## [WHAT YOU WILL DO]
The records below must be output exactly, with no images carried over.

## [DATA SHOWN]
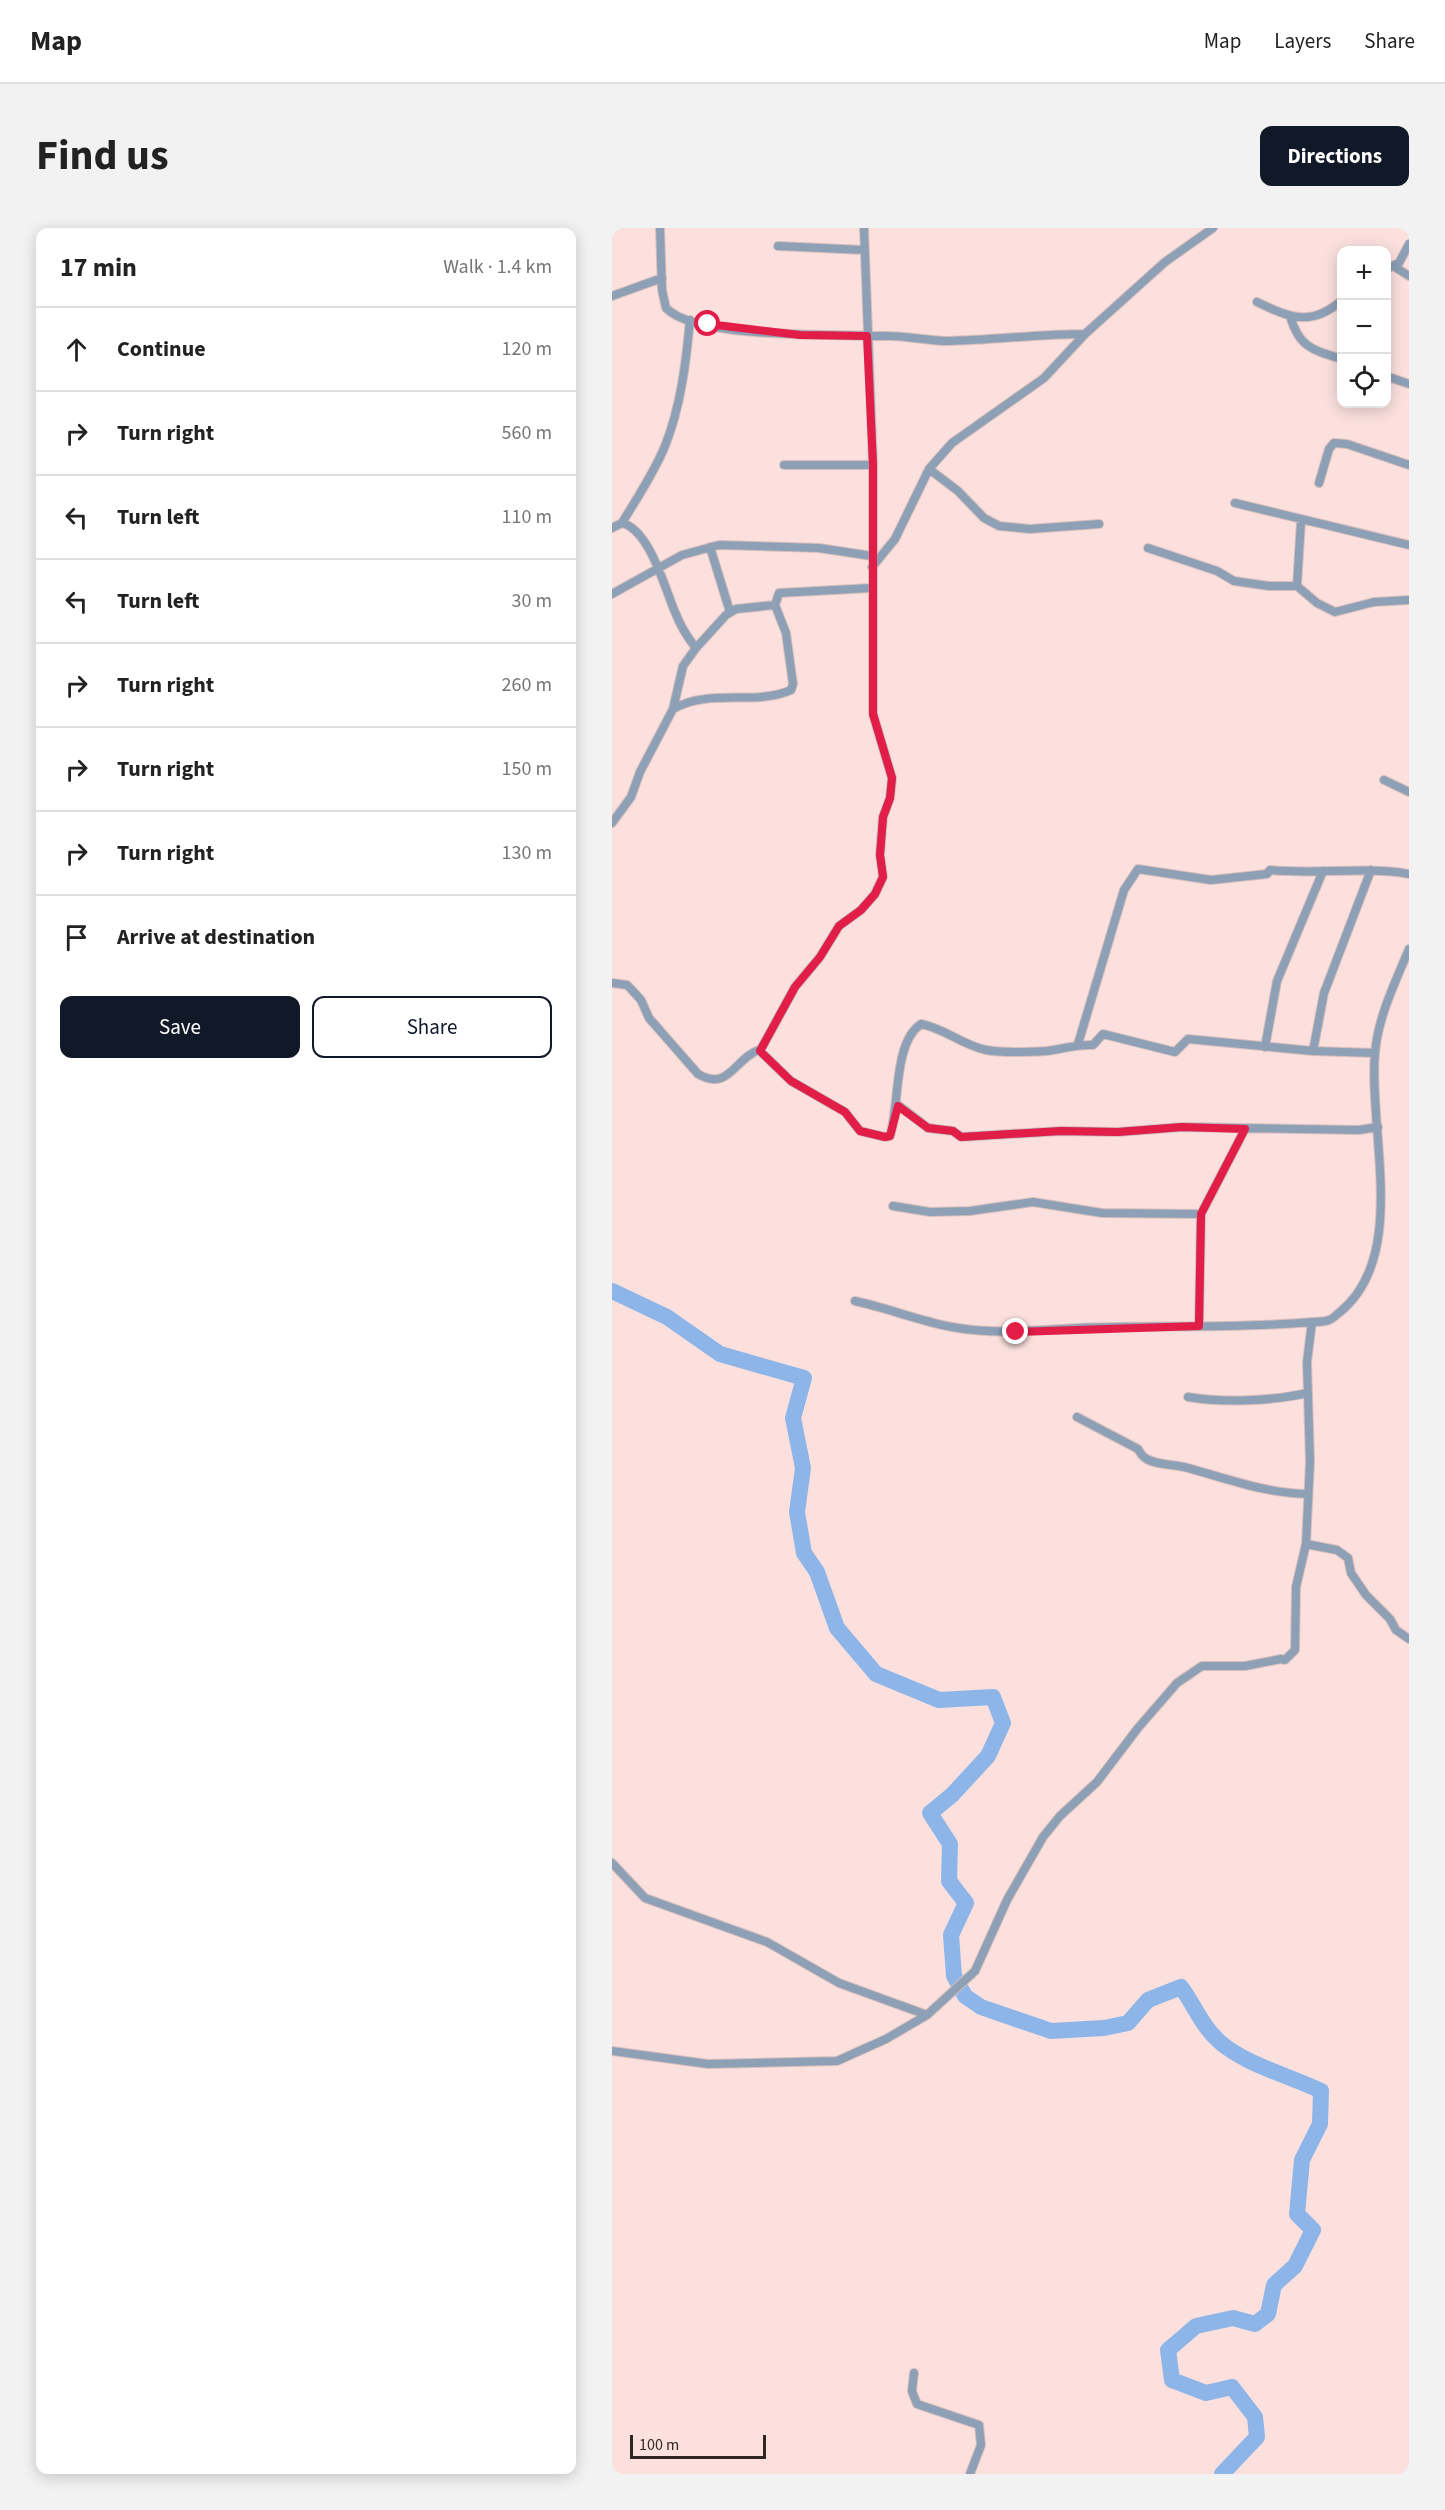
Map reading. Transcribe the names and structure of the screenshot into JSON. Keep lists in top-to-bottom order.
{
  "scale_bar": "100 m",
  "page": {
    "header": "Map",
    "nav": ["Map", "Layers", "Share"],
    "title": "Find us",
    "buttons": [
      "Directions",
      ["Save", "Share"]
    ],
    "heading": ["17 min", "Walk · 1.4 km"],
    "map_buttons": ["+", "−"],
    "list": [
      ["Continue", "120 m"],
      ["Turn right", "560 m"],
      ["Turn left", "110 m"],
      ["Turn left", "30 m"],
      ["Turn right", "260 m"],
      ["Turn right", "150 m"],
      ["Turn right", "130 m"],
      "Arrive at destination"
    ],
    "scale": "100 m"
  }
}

## [SOLVED EXERCISE]
Map reading. Transcribe the names and structure of the screenshot into JSON. Keep lists in top-to-bottom order.
{
  "scale_bar": "100 m",
  "page": {
    "header": "Map",
    "nav": ["Map", "Layers", "Share"],
    "title": "Find us",
    "buttons": [
      "Directions",
      ["Save", "Share"]
    ],
    "heading": ["17 min", "Walk · 1.4 km"],
    "map_buttons": ["+", "−"],
    "list": [
      ["Continue", "120 m"],
      ["Turn right", "560 m"],
      ["Turn left", "110 m"],
      ["Turn left", "30 m"],
      ["Turn right", "260 m"],
      ["Turn right", "150 m"],
      ["Turn right", "130 m"],
      "Arrive at destination"
    ],
    "scale": "100 m"
  }
}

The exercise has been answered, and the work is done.